Ms. Dornblaser said companies tend to act in one of two ways when it comes to product introductions during a recession. First, some may look at line extensions and get products on the market fast to see what will happen. On the other end of the spectrum, some companies may go for a big introduction or a big initiative rather than numerous small initiatives.

As an example, Ms. Dornblaser referred to Omaha-based ConAgra Foods, Inc.’s introduction of the Healthy Choice line in 1989 as a big initiative during a downturn. There was a small recession during that period, but the company decided it was worth the investment, and it clearly paid off for ConAgra. Ms. Dornblaser said it’s hard to know what products are going to change the industry during the middle of an economic downturn, but she noted ConAgra’s Healthy Choice Fresh Mixers line as a significant line extension for the times even if it didn’t come directly in the middle of the current recession.

Despite some successful products, the pace of innovation is definitely slowing. The categories most affected in terms of new products during the first quarter were beverages, down 56%; chocolate, down 55%; sugar and gum confectionery, down 64%; and dairy products, down 60%. Ms. Dornblaser emphasized part of the reason for the decline in the sugar and confectionery category was a result of Easter falling in the second quarter this year. The holiday typically falls during the first quarter.

Factors driving slowdowns

Initially a slowdown in product introductions is brought on by a specific event during a recession, Ms. Dornblaser said. She said in the case of the current situation the "big" event most likely occurred when the banking crisis came to a head this past fall. About the same time the government announced the country had been in a recession for a year.

"Companies’ revenues dry up because consumers stop shopping, and as the revenues start to shrink then companies back up and start to think about what it is that is most important at that particular moment," Ms. Dornblaser said.

A company will consider if its top priority should be doing everything it can to maximize shareholder value or if it should be offering new products. Ms. Dornblaser said sometimes offering new products will enhance shareholder value, but not always.

In general, Ms. Dornblaser said the slowdown in product introductions ends up being driven by consumer shopping patterns.

"Quite simply the companies have less money to work with and less resources to put into new product development," she said.

Likewise, the increase of product introductions at the end of a recession is driven by the consumer and will occur when consumer confidence picks up again and consumers start shopping more. At that point, companies will loosen their financial restrictions and begin developing again.

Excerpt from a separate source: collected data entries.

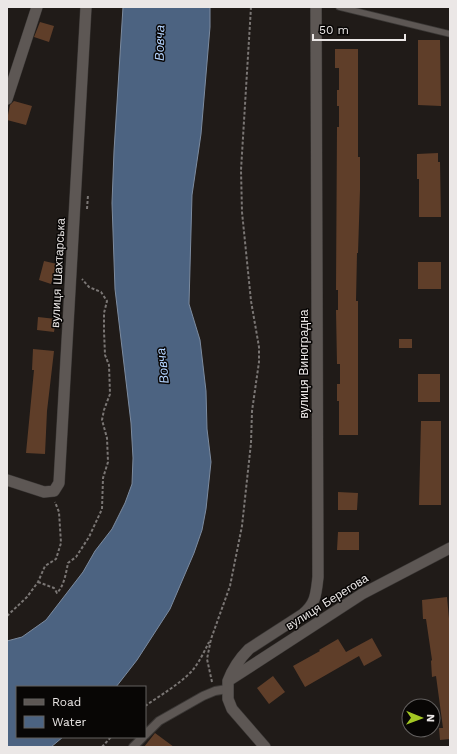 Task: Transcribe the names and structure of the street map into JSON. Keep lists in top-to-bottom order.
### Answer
{
  "streets": {
    "street": ["вулиця Шахтарська", "вулиця Виноградна", "вулиця Берегова"]
  },
  "crossings": [
    ["вулиця Виноградна", "вулиця Берегова"]
  ],
  "water": ["Вовча"],
  "legend": ["Road", "Water"],
  "scale_bar": "50 m",
  "north": "right"
} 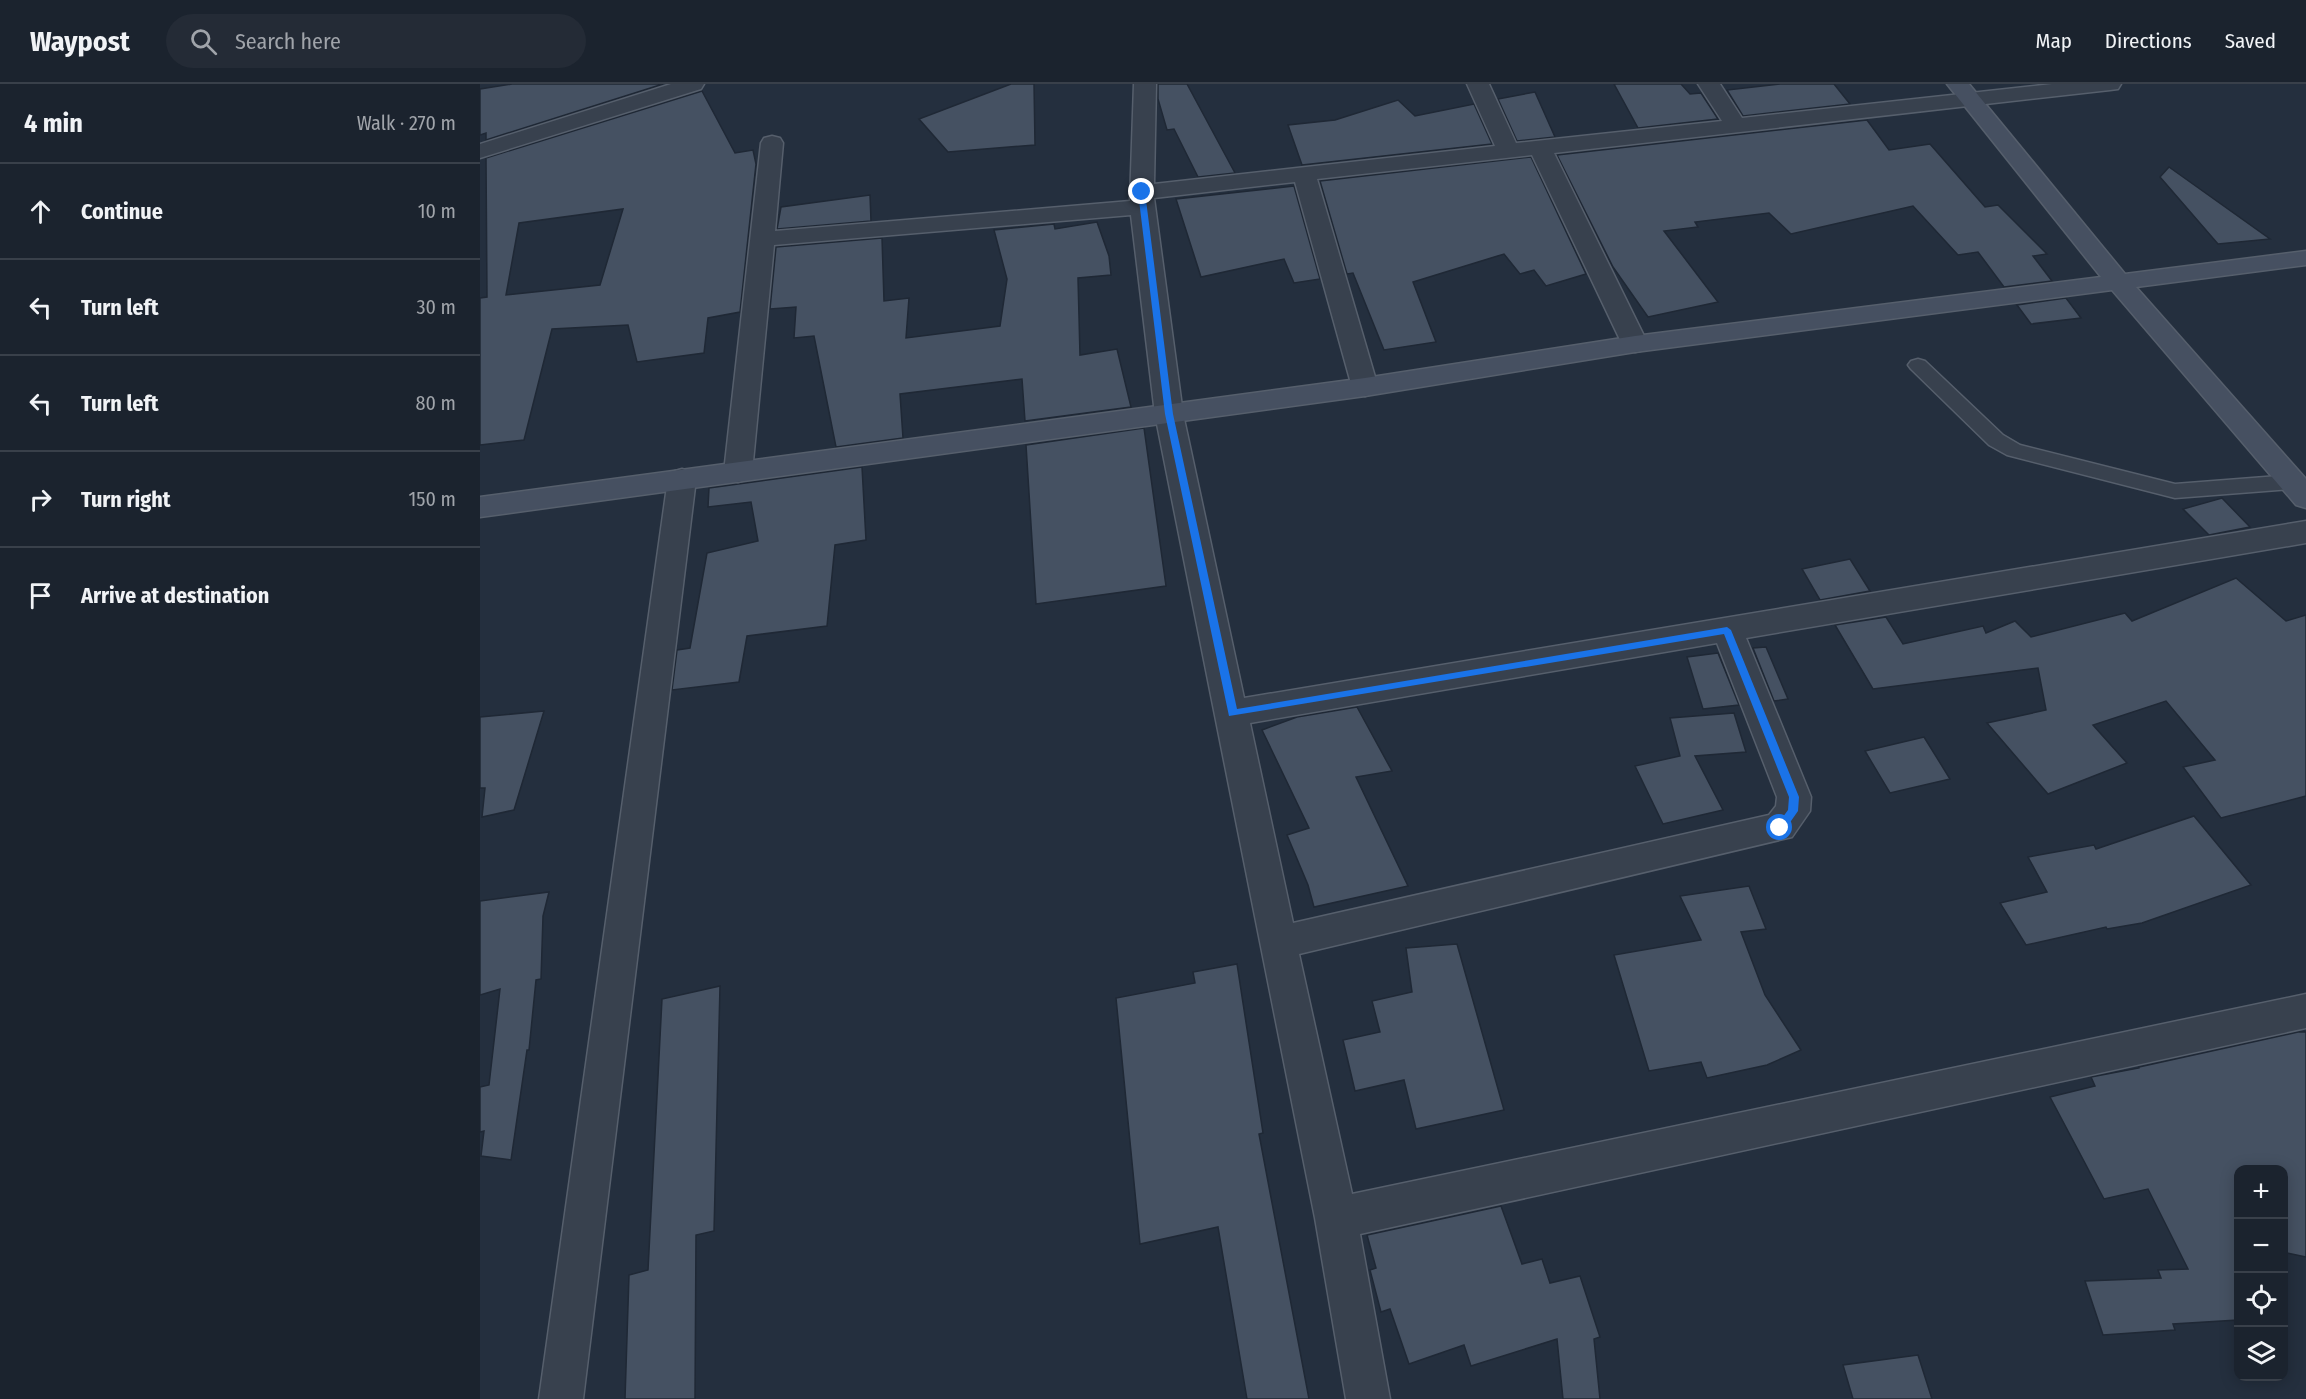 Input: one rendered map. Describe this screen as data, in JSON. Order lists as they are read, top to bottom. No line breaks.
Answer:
{"page":{"header":"Waypost","search":"Search here","nav":["Map","Directions","Saved"],"heading":["4 min","Walk · 270 m"],"list":[["Continue","10 m"],["Turn left","30 m"],["Turn left","80 m"],["Turn right","150 m"],"Arrive at destination"],"map_buttons":["+","−"]}}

Another factor that may contribute to a slowdown in product introductions includes an influx of numerous significant introductions during the previous year. She said last year was a big year for the confectionery industry with heavy emphasis on antioxidants, the healthfulness of chocolate and other functional benefits. So naturally there might be fewer similar introductions this year after a big year last year.

Lack of shelf space is another factor that may come into play. Ms. Dornblaser noted that sometimes there just isn’t enough room to accommodate new product introductions. She said during the 1980s and 1990s when there were years of increases in new products it was primarily due to the growth of alternate retail formats and outlets such as convenience stores and supercenters. Those markets now are becoming saturated and there aren’t many other places where consumers may purchase foods and beverages, Ms. Dornblaser said.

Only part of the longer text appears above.